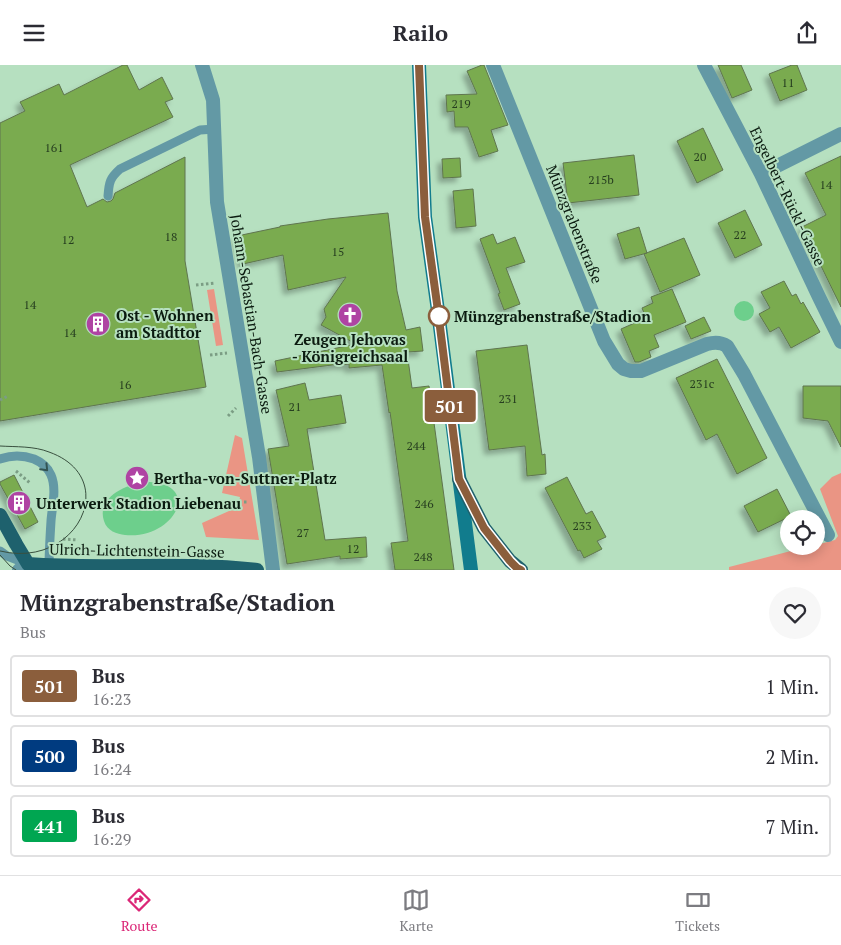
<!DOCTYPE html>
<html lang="de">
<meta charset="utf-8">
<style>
:root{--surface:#fff;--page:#f7f7f7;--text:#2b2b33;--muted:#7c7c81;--line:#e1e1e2;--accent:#db2777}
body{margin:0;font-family:"PT Serif",serif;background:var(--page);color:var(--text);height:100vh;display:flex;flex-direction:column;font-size:19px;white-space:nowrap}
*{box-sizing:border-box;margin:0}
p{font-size:16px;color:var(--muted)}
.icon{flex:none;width:28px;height:28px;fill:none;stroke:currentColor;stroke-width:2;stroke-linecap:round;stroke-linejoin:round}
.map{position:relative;height:505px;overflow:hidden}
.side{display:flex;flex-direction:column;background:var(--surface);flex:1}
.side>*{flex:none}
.badge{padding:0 10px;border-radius:4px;font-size:18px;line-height:32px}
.fabs{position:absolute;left:780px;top:445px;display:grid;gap:10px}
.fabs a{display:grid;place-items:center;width:45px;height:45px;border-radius:50%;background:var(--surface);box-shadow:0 2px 12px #0003;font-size:25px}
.map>.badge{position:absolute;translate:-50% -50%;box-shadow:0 0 0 2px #fff}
.round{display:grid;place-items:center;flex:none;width:52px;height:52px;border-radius:26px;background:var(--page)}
.overview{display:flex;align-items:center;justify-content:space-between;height:85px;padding:0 20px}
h1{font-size:24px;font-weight:700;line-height:38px}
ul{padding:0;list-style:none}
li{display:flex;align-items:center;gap:15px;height:62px;margin:0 10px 8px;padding:0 10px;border:2px solid var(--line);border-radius:5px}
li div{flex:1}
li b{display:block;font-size:19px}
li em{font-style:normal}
li .badge{min-width:55px;font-weight:700;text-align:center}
header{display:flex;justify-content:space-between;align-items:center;height:65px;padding:0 20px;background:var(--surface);font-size:22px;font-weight:700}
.tabs{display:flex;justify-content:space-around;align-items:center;height:70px;border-top:1px solid var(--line);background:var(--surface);font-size:14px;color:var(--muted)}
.tabs a{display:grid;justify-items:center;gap:2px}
.tabs .on{color:var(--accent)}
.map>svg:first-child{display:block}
</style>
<header><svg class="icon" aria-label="menu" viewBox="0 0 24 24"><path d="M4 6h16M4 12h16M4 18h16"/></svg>Railo<svg class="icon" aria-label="share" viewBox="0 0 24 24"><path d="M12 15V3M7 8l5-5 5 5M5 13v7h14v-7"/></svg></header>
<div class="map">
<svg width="841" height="505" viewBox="0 0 841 505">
<defs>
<filter id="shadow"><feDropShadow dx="-4.5" dy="4.5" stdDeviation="2.5" flood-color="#0004"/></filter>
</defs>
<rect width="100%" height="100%" fill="#b6e0c0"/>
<!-- green -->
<path fill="#ea9584" d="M214,224L223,280L216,281L207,225Z
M235,370L242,373L259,475L206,472L202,458L238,442L240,432L222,428Z
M841,408V505H729V502L810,481H816V480L835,475L838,471L820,424L832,412Z"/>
<!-- water -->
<path fill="#6dcf8c" d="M734 246a10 10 0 1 1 20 0a10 10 0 1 1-20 0Z
M146,417C204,417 175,475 125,470C117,469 107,466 104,456C96,432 127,419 146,417Z"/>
<!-- building -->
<path fill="#7aab50" stroke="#5f754f" filter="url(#shadow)" d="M123,0H127L139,25L162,12L173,34L165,37L173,52L70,100L87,142L103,134L107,137L111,136L113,134L115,128L185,92V196L206,322L0,356V58L25,46L20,37L59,19L64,30Z
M482,0H484L508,60L491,65L498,86L479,92L468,62H455L454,46L447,47L446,30L477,29L467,6Z
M718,0H741L752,25L732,33Z
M792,0H797L807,25L780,36L769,9Z
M703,63L723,105L697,118L677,76Z
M634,90L639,130L568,138L563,98Z
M841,91V242L802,162L826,150L805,108Z
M460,93L461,112L443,113L442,94Z
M473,124L476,161L456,163L453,126Z
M745,145L762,180L735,193L718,158Z
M388,148L397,226L406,265L420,262L423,286L407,287L412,323L429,321L454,505H395L391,478L408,476L390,347L389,348L382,300L349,303V299L341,300L340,299L277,307L275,296L356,279L321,260L326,252L324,244L346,212L288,225L283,190L243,199L237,171L280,162V161L328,154Z
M639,162L647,188L625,194L617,169Z
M493,169L497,179L515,172L525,197L506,203L520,239L504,245L498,229L500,228L480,174Z
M684,173L700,210L660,227L644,189Z
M784,216L792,231L796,229L801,239L803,237L820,267L791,283L779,262L770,267L759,249L770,243L761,227Z
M672,224L686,257L654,270L659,282L649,286L651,292L639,297H635L621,264L646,253L642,243L653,238L651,232Z
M704,252L711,266L691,274L685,261Z
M527,280L542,390L545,389L546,409L527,411L525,381L489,385L476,286Z
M717,294L767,393L737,409L717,369L706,375L676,313Z
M305,318L309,335L341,330L346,358L307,364L325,475L366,472L367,492L340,494V491L287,499L268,384L289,381L276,325Z
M803,321H841V382L828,356L803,353Z
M14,410L38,457L25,464L0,419V417Z
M567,412L586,449L592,446L606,472L597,476L602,484L584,493L580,485L578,486L545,423Z
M777,424L791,451L758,467L744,441Z"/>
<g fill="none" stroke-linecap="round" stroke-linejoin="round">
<!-- path -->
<path stroke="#7b9d84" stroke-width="3" stroke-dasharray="2.5 2.5" stroke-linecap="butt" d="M196,220L215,218
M210,290L227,288
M0,335L8,331
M228,351L236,343
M16,406L30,418
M239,437H248
M63,474L78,475"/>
<!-- service -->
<path stroke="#6399a5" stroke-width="9" d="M108,131C109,117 110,113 120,104L200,65L215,64
M0,394C11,390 23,390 34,394C41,397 48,403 51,410C57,424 52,442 51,456C50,472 49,488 49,503
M0,486L7,491L28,499"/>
<!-- minor -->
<path stroke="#6399a5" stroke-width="14" d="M202,0L213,35L217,137L259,392L273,505
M493,0L604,276L618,299L624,304L631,306H641L707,279C714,277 721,277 727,281L744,309L828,470
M704,0L761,109L819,232L841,277
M761,109L841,69"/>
<!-- tertiary -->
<path stroke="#6399a5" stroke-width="14" d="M19,505L28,499"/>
<!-- secondary -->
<path stroke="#117c8d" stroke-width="14" d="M419,0L425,152L438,246L471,505"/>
<!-- primary -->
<path stroke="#1e616d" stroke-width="14" d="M459,414L484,463L510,496L521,505
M0,450L16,479L28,499C104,505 181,496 257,505"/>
<!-- tram -->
<path stroke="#39503f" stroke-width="1" d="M0,381C16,382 34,381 49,387C122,413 77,505 0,486
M0,490L10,501L16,505"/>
</g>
<!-- one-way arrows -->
<defs><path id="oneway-chevron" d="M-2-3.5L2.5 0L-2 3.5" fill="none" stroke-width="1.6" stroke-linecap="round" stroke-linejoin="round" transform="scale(1.25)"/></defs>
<use stroke="#335453" href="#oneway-chevron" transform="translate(45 403) rotate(46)"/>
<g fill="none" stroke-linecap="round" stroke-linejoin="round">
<!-- line casing -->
<g stroke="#fff" stroke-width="11">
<path id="line" d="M419,0L425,152L438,246L459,414L484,463L510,496L517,503L521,505"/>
</g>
<!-- line -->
<use href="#line" stroke="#8b5e3c" stroke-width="8"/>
</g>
<!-- icons -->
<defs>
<g id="church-disc" transform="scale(1.25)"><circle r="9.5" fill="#af43a3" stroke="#b6e0c0"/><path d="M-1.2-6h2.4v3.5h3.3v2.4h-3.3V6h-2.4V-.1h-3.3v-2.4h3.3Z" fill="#fff"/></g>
<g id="building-disc" transform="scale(1.25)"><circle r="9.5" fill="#af43a3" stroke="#b6e0c0"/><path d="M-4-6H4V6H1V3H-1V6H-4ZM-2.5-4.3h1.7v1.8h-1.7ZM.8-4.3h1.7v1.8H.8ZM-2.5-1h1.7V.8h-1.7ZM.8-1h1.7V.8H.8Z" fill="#fff"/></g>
<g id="sight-disc" transform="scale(1.25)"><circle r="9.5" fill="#af43a3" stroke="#b6e0c0"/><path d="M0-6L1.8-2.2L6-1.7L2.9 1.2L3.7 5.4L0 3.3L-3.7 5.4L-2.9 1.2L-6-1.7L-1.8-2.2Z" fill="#fff"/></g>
</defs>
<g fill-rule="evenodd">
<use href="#church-disc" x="350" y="250"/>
<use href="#building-disc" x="98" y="259"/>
<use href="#sight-disc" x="137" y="413"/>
<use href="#building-disc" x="19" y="438"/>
</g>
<!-- markers -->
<circle fill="#fff" stroke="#8b5e3c" stroke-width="2.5" cx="439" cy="251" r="10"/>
<g text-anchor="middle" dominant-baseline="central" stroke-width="4" stroke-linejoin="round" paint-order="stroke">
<!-- number labels -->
<g font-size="12" fill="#273f20">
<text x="788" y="17">11</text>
<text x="461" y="38">219</text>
<text x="54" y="82">161</text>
<text x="700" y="91">20</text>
<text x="601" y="114">215b</text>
<text x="826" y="119">14</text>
<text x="740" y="169">22</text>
<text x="171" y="171">18</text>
<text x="68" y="174">12</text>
<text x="338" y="186">15</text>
<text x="30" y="239">14</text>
<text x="70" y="267">14</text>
<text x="702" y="318">231c</text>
<text x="125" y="319">16</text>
<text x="508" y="333">231</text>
<text x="295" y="341">21</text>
<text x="416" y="380">244</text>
<text x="424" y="438">246</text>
<text x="582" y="460">233</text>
<text x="303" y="467">27</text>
<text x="353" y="483">12</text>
<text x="423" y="491">248</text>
</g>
<!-- street labels -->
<g font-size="15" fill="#0b1b10" stroke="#b6e0c0">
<text transform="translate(788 131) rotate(64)">Engelbert-Rückl-Gasse</text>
<text transform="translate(575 159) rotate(68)">Münzgrabenstraße</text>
<text transform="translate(252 249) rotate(81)">Johann-Sebastian-Bach-Gasse</text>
<text transform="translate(137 485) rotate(1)">Ulrich-Lichtenstein-Gasse</text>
</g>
<!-- poi labels -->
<g font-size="15" font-weight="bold" fill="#0b1b10" stroke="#b6e0c0" text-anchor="start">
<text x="116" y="250">Ost - Wohnen<tspan x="116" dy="17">am Stadttor</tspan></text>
<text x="350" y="274" text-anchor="middle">Zeugen Jehovas<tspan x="350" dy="17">- Königreichsaal</tspan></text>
<text x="154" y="413">Bertha-von-Suttner-Platz</text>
<text x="36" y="438">Unterwerk Stadion Liebenau</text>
</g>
<!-- stop labels -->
<g font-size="15" font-weight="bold" fill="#0b1b10" stroke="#b6e0c0" text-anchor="start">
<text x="454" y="251">Münzgrabenstraße/Stadion</text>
</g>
</g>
</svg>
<div class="fabs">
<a><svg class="icon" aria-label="locate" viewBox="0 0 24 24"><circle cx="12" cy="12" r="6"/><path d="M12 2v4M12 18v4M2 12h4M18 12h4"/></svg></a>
</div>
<b class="badge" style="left:450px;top:341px;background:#8b5e3c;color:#fff">501</b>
</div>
<section class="side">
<div class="overview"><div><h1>Münzgrabenstraße/Stadion</h1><p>Bus</p></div><a class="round"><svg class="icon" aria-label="heart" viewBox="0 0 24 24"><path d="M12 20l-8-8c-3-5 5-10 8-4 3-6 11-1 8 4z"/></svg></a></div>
<ul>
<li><span class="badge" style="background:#8b5e3c;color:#fff">501</span><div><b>Bus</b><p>16:23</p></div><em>1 Min.</em></li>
<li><span class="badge" style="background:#003b80;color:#fff">500</span><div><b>Bus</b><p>16:24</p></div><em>2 Min.</em></li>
<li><span class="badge" style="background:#00a651;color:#fff">441</span><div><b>Bus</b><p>16:29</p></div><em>7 Min.</em></li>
</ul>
</section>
<nav class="tabs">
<a class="on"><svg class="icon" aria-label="directions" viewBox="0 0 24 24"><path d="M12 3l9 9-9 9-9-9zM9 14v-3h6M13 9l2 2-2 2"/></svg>Route</a>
<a><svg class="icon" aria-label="map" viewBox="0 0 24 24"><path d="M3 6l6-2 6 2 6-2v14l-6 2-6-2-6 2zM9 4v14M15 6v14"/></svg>Karte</a>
<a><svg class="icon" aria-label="tickets" viewBox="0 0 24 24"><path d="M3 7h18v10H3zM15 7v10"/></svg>Tickets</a>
</nav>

WHAT YOU ARE ASKED TO DO
Within the data above, pick out all lines holding the word "fabs".

SOLUTION TO THE EXERCISE
.fabs{position:absolute;left:780px;top:445px;display:grid;gap:10px}
.fabs a{display:grid;place-items:center;width:45px;height:45px;border-radius:50%;background:var(--surface);box-shadow:0 2px 12px #0003;font-size:25px}
<div class="fabs">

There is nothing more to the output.